[Task to carry out] Please say how many lines in the records contain the word "text", giving only the number.

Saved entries
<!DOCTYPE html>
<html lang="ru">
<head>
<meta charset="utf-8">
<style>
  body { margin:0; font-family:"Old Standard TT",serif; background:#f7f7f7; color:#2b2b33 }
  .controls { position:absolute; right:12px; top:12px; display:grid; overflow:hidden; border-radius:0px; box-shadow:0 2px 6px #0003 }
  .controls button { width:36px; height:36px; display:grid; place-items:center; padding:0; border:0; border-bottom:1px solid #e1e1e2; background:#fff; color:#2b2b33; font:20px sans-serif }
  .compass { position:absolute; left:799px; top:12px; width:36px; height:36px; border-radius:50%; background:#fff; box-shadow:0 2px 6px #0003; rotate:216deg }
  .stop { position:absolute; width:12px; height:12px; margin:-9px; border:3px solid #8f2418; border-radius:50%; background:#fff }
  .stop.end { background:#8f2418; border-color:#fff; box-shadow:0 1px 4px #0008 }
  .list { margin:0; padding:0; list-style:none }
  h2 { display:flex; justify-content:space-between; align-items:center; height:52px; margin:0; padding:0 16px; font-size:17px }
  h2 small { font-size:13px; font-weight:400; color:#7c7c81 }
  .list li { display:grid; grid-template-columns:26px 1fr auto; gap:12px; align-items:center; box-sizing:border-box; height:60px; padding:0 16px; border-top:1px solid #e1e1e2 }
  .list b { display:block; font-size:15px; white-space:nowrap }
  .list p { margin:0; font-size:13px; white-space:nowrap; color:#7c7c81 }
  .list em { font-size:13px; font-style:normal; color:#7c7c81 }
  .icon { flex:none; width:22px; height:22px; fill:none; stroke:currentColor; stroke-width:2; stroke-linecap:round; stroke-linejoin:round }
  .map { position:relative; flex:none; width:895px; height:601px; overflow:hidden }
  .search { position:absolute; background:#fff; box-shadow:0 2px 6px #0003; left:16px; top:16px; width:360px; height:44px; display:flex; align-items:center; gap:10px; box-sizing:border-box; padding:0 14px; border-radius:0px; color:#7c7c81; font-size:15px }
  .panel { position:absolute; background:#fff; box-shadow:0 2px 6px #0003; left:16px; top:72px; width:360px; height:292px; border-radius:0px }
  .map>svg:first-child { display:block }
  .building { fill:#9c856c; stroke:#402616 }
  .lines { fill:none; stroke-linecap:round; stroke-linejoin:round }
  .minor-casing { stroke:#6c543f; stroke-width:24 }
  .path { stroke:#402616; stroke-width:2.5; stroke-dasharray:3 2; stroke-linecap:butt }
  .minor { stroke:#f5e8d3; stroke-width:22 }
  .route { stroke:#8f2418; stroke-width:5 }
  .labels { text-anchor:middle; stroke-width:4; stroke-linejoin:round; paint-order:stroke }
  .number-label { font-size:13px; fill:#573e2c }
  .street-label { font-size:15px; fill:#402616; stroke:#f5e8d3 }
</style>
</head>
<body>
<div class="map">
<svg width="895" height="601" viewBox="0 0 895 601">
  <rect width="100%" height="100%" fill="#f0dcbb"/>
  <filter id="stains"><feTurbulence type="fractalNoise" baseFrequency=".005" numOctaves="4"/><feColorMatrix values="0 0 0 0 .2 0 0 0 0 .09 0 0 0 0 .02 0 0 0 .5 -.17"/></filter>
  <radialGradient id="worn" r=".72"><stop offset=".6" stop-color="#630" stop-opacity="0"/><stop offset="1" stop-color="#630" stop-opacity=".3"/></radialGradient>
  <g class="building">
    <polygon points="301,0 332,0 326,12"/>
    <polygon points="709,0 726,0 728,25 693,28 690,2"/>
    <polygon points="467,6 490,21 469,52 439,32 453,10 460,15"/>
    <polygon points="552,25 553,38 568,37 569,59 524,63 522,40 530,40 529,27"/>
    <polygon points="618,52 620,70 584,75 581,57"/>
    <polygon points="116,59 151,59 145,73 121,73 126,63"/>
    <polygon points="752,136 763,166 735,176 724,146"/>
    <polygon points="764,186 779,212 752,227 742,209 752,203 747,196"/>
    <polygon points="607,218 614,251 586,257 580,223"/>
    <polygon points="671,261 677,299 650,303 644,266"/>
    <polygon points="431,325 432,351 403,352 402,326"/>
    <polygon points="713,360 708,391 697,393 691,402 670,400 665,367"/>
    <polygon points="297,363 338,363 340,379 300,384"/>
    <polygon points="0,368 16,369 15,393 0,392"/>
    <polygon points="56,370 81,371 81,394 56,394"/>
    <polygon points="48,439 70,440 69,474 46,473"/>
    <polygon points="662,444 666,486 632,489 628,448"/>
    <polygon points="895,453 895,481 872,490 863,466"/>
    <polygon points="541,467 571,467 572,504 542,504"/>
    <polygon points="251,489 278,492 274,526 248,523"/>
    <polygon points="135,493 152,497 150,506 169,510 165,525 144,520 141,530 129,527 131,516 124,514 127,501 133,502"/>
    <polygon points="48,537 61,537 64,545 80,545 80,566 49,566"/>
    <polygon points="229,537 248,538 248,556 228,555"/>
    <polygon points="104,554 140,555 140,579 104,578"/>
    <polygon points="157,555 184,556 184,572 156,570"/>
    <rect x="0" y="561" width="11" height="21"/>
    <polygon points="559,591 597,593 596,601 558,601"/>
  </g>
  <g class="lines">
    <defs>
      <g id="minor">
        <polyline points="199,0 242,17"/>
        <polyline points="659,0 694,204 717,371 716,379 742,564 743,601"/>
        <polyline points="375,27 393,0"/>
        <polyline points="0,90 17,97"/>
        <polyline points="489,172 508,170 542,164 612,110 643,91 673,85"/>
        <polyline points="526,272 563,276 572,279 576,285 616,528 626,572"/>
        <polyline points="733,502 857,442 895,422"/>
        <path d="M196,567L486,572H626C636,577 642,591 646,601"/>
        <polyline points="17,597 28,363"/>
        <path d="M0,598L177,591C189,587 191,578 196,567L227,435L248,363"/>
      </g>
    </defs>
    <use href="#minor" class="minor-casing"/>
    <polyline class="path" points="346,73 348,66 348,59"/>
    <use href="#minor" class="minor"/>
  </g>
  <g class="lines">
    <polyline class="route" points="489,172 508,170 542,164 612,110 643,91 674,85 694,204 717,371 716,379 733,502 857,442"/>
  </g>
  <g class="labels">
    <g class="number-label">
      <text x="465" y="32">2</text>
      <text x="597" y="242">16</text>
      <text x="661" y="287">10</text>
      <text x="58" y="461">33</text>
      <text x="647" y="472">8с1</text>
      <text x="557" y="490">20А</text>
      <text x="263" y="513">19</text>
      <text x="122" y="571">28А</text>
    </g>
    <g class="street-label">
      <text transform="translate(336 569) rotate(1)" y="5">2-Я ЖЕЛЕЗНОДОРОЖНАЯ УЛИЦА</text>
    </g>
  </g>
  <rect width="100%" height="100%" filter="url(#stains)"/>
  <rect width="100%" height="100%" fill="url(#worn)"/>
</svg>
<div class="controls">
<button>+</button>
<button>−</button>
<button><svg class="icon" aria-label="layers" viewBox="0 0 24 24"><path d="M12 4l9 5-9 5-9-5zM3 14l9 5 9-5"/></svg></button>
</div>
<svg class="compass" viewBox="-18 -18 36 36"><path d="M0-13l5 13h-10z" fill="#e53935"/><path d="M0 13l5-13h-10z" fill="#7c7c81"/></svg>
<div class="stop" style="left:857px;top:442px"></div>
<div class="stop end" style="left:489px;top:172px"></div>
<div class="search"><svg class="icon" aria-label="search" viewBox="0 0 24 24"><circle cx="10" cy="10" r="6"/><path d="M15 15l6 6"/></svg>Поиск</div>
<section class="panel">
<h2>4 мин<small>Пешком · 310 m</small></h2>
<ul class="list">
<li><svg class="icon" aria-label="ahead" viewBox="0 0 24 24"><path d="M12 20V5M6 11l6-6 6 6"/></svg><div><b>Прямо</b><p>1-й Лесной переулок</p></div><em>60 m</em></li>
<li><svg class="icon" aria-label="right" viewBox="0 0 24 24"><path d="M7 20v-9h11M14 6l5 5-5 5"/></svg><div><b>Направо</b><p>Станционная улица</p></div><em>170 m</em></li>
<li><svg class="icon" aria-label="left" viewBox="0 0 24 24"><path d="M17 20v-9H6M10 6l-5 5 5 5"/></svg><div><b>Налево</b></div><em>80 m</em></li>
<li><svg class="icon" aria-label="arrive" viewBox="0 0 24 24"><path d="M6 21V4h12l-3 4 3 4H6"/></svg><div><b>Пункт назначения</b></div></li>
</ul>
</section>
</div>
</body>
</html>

[Output for this exercise] 10